• **WORK TASK**
The response must be made up of the lines in the entries below that contain "primary".

(Collected data)
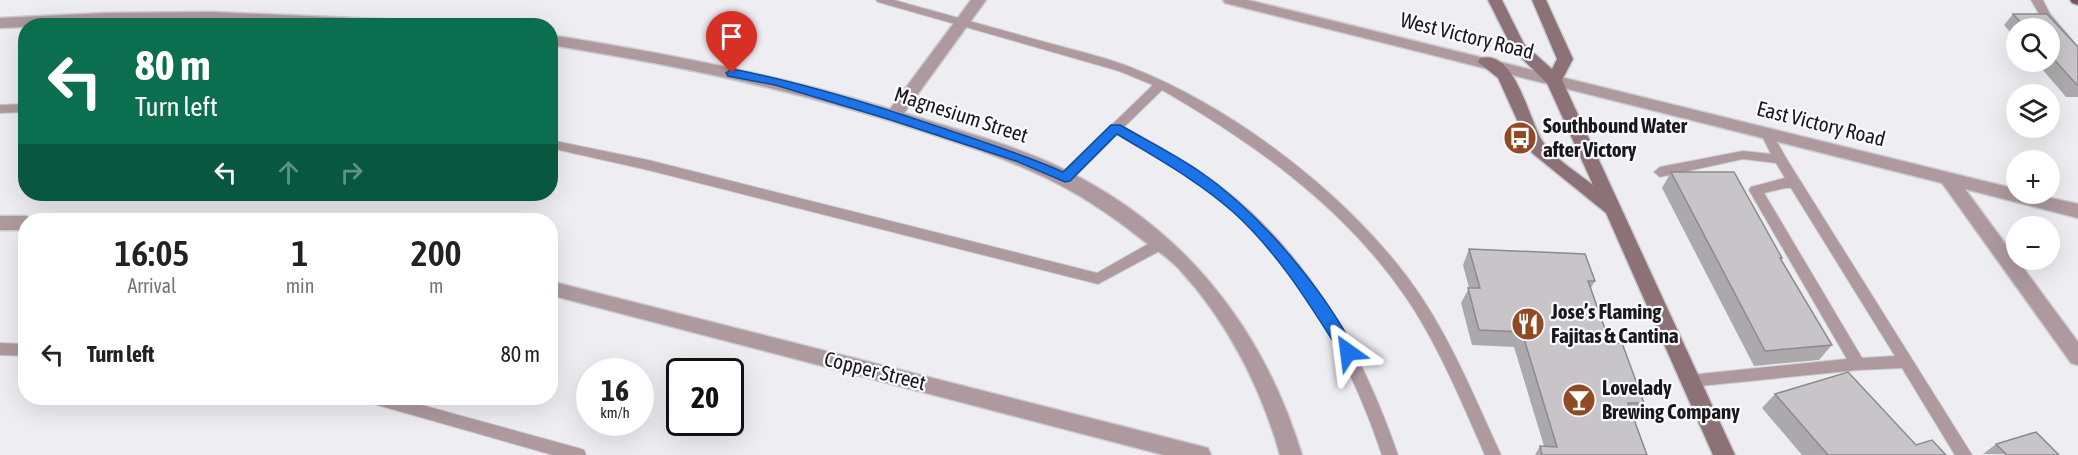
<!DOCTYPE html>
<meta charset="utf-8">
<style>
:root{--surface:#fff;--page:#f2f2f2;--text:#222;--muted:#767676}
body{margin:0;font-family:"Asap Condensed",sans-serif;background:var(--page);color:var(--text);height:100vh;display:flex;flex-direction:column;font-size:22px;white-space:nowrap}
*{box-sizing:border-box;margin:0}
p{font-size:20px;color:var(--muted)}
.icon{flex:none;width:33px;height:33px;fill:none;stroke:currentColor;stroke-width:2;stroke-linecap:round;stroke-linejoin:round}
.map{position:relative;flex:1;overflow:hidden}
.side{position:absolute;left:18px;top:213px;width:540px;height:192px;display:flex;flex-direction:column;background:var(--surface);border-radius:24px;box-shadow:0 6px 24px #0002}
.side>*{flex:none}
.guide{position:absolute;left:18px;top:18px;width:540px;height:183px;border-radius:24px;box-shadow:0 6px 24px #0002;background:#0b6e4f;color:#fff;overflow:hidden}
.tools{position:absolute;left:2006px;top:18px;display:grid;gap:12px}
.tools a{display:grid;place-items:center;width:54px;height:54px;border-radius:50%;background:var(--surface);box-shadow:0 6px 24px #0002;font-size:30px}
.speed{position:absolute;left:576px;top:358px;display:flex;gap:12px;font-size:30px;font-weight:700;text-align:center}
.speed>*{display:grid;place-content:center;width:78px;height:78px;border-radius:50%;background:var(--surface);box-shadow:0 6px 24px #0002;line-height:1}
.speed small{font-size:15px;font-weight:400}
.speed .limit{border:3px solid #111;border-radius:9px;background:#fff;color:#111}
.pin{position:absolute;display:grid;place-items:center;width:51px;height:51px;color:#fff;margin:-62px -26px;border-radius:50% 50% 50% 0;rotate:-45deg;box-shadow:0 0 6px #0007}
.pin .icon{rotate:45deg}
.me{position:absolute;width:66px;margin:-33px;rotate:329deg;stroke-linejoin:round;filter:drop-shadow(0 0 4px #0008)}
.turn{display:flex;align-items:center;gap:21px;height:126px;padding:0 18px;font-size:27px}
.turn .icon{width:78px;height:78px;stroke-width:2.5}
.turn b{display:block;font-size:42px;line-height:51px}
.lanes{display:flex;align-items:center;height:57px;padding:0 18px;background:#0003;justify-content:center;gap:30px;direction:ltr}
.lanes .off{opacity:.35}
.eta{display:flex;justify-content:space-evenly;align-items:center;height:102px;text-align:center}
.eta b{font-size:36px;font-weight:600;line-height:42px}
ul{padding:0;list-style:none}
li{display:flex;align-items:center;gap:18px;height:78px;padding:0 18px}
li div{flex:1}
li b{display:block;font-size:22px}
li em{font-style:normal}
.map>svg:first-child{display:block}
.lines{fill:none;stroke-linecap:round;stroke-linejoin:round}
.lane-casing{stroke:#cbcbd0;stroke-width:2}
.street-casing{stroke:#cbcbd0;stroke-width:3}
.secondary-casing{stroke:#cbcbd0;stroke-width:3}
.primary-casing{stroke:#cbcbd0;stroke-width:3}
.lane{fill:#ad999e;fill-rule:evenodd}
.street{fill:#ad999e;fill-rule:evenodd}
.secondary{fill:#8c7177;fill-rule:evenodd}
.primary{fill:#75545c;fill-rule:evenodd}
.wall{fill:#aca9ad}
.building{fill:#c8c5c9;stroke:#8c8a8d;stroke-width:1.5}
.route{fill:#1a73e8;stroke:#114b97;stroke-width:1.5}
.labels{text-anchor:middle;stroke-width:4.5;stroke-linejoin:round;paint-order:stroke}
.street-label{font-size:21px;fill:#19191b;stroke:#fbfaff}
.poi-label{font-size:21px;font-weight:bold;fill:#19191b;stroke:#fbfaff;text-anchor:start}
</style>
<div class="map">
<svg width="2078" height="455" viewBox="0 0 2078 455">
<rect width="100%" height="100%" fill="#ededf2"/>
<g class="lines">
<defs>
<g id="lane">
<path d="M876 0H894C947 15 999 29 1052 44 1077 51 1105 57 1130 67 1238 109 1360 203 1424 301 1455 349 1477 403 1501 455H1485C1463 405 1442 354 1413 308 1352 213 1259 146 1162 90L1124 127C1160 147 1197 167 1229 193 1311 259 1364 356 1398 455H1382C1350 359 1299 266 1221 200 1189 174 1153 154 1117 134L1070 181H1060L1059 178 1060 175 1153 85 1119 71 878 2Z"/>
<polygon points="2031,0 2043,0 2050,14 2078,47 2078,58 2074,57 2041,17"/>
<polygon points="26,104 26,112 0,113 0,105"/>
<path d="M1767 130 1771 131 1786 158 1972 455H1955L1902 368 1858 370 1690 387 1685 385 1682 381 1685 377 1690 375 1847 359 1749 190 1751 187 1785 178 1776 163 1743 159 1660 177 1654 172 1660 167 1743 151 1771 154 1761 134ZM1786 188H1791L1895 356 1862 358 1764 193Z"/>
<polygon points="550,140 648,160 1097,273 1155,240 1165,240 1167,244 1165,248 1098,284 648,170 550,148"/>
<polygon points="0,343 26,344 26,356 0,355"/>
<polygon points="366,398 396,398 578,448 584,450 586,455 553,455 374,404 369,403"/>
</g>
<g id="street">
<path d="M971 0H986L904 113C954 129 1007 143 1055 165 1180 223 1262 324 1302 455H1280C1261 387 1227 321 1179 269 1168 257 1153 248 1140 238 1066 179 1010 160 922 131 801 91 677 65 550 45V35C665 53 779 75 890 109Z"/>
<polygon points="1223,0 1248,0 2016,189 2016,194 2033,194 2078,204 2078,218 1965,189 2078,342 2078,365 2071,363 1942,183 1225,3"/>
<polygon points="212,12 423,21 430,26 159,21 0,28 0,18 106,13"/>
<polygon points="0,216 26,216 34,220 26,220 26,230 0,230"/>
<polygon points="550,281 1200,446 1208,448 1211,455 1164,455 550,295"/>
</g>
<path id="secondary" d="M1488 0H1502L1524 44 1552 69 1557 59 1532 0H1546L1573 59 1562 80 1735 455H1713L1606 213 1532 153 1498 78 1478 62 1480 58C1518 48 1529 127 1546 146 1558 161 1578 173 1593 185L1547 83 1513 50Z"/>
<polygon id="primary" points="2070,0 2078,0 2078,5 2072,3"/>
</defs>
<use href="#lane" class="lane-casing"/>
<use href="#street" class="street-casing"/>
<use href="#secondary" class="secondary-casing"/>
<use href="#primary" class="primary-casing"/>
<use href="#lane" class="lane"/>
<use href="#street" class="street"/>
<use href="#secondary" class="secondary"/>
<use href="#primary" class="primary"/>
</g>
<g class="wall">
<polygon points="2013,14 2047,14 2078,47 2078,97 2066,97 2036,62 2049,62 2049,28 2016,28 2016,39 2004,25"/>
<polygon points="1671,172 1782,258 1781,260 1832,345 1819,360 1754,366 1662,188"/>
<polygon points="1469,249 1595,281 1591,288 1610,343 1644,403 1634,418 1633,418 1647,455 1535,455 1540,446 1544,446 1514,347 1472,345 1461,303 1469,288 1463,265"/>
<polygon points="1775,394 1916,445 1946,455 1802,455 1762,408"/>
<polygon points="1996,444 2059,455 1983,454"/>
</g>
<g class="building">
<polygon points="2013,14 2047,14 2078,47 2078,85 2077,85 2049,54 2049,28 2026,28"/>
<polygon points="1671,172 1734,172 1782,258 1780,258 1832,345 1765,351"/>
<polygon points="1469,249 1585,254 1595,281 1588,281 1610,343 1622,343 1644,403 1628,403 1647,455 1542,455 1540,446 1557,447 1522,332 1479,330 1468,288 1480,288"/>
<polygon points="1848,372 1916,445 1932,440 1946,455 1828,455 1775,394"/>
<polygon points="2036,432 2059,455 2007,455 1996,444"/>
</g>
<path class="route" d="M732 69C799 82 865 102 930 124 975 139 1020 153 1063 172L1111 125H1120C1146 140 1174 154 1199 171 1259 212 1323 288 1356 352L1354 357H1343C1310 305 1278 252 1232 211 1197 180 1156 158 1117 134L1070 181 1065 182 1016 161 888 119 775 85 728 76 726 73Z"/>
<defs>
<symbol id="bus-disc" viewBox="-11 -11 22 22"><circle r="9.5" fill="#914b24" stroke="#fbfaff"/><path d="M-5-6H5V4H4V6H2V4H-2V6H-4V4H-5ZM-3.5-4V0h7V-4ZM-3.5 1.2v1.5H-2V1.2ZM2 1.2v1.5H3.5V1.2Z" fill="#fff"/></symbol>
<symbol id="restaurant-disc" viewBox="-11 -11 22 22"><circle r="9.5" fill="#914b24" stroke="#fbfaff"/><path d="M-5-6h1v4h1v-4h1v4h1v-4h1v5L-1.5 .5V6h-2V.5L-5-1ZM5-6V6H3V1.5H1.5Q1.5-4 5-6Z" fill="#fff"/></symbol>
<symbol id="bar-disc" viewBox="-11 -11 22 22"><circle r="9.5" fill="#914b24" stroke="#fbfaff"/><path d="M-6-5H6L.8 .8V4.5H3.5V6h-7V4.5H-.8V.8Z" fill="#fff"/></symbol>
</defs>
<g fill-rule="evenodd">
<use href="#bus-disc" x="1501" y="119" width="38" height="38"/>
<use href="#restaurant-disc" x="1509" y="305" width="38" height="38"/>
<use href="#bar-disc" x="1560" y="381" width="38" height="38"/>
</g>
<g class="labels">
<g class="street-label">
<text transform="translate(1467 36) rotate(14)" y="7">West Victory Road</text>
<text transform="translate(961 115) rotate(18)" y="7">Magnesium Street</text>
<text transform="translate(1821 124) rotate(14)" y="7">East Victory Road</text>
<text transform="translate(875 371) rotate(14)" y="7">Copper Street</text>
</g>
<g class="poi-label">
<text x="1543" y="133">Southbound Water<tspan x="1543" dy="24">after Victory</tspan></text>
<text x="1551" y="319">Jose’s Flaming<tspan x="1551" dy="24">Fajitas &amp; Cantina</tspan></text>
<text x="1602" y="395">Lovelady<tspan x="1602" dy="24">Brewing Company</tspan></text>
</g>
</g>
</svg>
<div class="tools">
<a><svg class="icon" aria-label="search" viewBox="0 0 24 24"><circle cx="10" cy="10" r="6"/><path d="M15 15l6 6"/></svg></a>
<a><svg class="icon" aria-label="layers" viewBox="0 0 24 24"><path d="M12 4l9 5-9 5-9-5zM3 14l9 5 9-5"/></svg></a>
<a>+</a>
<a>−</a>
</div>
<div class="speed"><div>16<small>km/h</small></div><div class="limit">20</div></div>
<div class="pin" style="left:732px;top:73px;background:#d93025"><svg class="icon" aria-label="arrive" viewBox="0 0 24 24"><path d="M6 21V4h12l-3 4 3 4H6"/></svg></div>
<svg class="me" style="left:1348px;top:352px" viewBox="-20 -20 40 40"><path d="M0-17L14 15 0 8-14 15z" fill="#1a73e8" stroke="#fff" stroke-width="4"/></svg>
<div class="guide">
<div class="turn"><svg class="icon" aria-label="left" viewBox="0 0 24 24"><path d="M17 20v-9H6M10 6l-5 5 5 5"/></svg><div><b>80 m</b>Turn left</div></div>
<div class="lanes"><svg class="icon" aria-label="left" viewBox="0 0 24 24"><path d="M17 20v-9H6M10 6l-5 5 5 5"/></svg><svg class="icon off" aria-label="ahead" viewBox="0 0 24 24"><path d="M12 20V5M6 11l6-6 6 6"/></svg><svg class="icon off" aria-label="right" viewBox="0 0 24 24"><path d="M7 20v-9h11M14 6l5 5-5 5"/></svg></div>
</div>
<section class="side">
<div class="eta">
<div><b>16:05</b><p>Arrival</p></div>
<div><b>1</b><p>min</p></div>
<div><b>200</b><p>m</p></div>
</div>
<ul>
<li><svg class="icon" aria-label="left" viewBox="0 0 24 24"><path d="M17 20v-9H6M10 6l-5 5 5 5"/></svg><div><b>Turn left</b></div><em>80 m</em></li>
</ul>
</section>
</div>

• **TASK ANSWER**
.primary-casing{stroke:#cbcbd0;stroke-width:3}
.primary{fill:#75545c;fill-rule:evenodd}
<polygon id="primary" points="2070,0 2078,0 2078,5 2072,3"/>
<use href="#primary" class="primary-casing"/>
<use href="#primary" class="primary"/>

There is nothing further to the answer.